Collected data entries

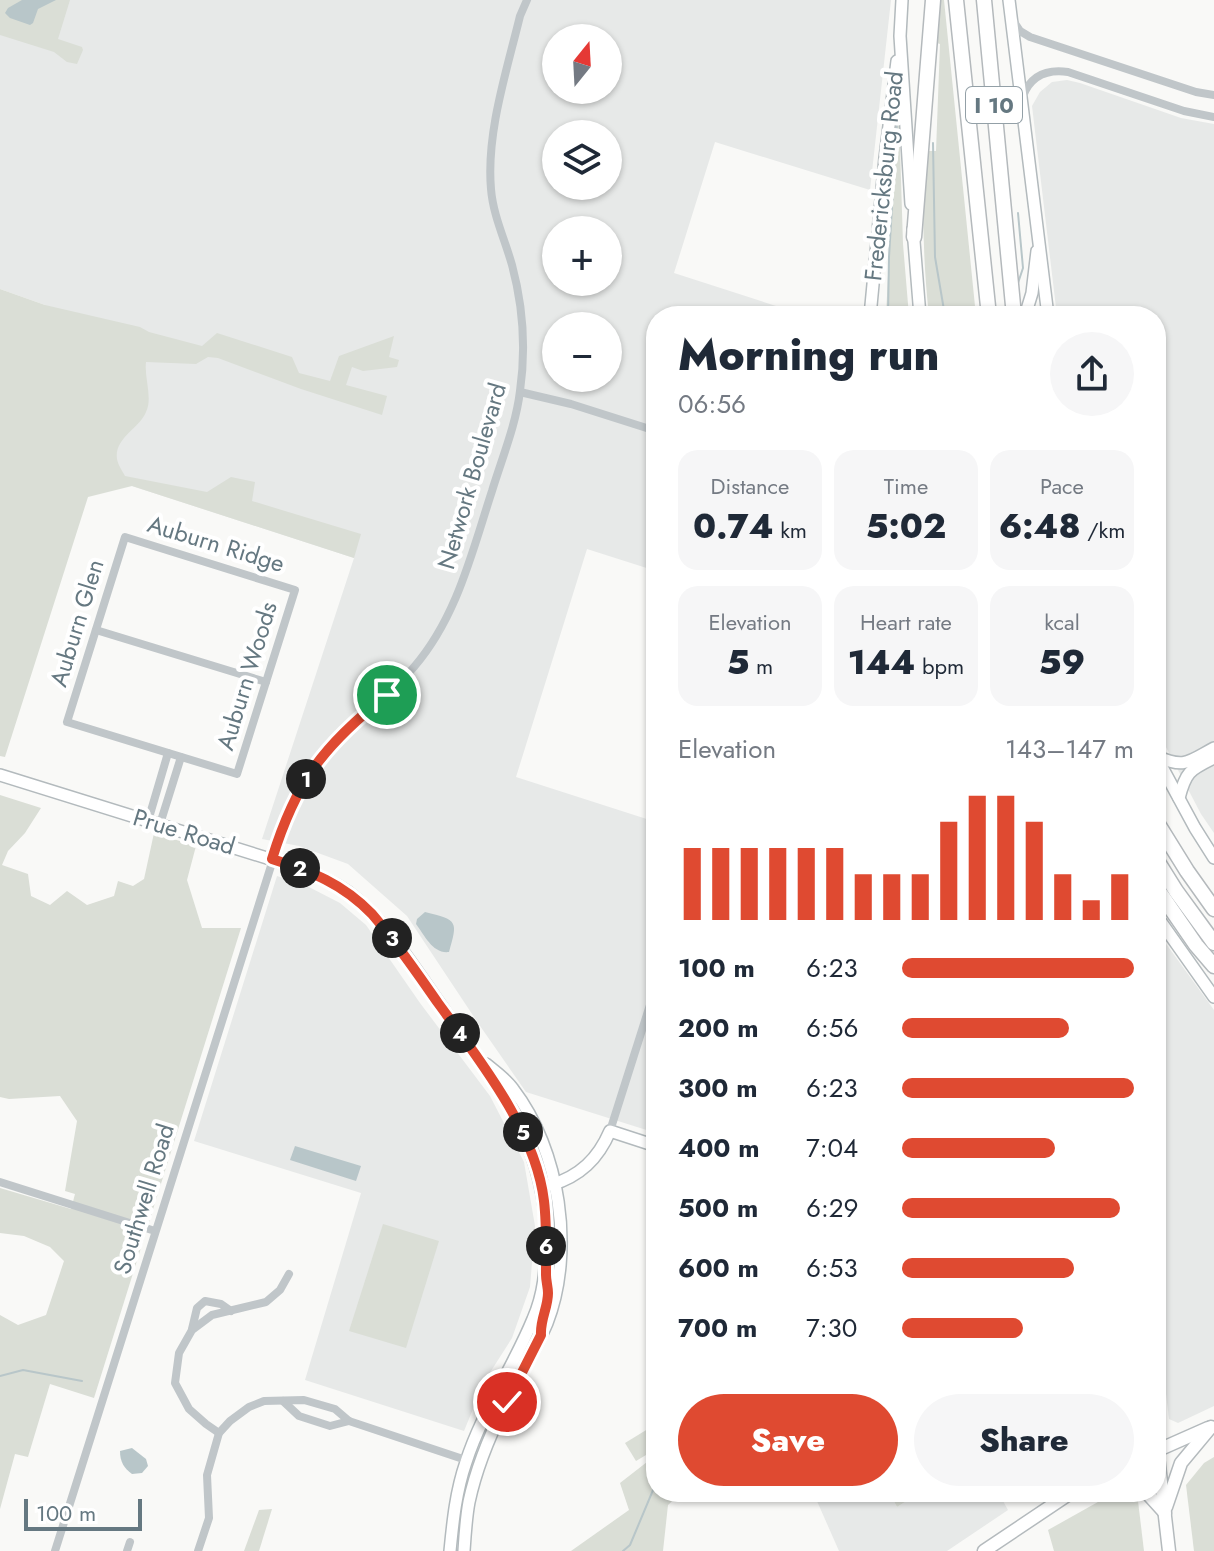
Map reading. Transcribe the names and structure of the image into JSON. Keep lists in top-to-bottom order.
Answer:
{
  "streets": {
    "highway": ["I 10"],
    "main road": ["Fredericksburg Road", "Prue Road"],
    "street": [
      "Network Boulevard",
      "Auburn Ridge",
      "Auburn Glen",
      "Auburn Woods",
      "Southwell Road"
    ]
  },
  "crossings": [
    ["Network Boulevard", "Prue Road"],
    ["Network Boulevard", "Southwell Road"],
    ["Auburn Ridge", "Auburn Glen"],
    ["Auburn Ridge", "Auburn Woods"],
    ["Prue Road", "Southwell Road"]
  ],
  "scale_bar": "100 m",
  "north": "top",
  "page": {
    "map_buttons": ["+", "−"],
    "heading": ["Morning run", "06:56"],
    "stats": [
      ["Distance", "0.74 km"],
      ["Time", "5:02"],
      ["Pace", "6:48 /km"],
      ["Elevation", "5 m"],
      ["Heart rate", "144 bpm"],
      ["kcal", "59"]
    ],
    "chart": ["Elevation", "143–147 m"],
    "pins": [
      "1",
      "2",
      "3",
      "4",
      "5",
      "6"
    ],
    "list": [
      {
        "name": "100 m",
        "note": "6:23"
      },
      {
        "name": "200 m",
        "note": "6:56"
      },
      {
        "name": "300 m",
        "note": "6:23"
      },
      {
        "name": "400 m",
        "note": "7:04"
      },
      {
        "name": "500 m",
        "note": "6:29"
      },
      {
        "name": "600 m",
        "note": "6:53"
      },
      {
        "name": "700 m",
        "note": "7:30"
      }
    ],
    "buttons": ["Save", "Share"],
    "scale": "100 m"
  }
}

(Exercise description)
Each record above needs to be copied exactly, with images left out.

(Response)
Map reading. Transcribe the names and structure of the image into JSON. Keep lists in top-to-bottom order.
Answer:
{
  "streets": {
    "highway": ["I 10"],
    "main road": ["Fredericksburg Road", "Prue Road"],
    "street": [
      "Network Boulevard",
      "Auburn Ridge",
      "Auburn Glen",
      "Auburn Woods",
      "Southwell Road"
    ]
  },
  "crossings": [
    ["Network Boulevard", "Prue Road"],
    ["Network Boulevard", "Southwell Road"],
    ["Auburn Ridge", "Auburn Glen"],
    ["Auburn Ridge", "Auburn Woods"],
    ["Prue Road", "Southwell Road"]
  ],
  "scale_bar": "100 m",
  "north": "top",
  "page": {
    "map_buttons": ["+", "−"],
    "heading": ["Morning run", "06:56"],
    "stats": [
      ["Distance", "0.74 km"],
      ["Time", "5:02"],
      ["Pace", "6:48 /km"],
      ["Elevation", "5 m"],
      ["Heart rate", "144 bpm"],
      ["kcal", "59"]
    ],
    "chart": ["Elevation", "143–147 m"],
    "pins": [
      "1",
      "2",
      "3",
      "4",
      "5",
      "6"
    ],
    "list": [
      {
        "name": "100 m",
        "note": "6:23"
      },
      {
        "name": "200 m",
        "note": "6:56"
      },
      {
        "name": "300 m",
        "note": "6:23"
      },
      {
        "name": "400 m",
        "note": "7:04"
      },
      {
        "name": "500 m",
        "note": "6:29"
      },
      {
        "name": "600 m",
        "note": "6:53"
      },
      {
        "name": "700 m",
        "note": "7:30"
      }
    ],
    "buttons": ["Save", "Share"],
    "scale": "100 m"
  }
}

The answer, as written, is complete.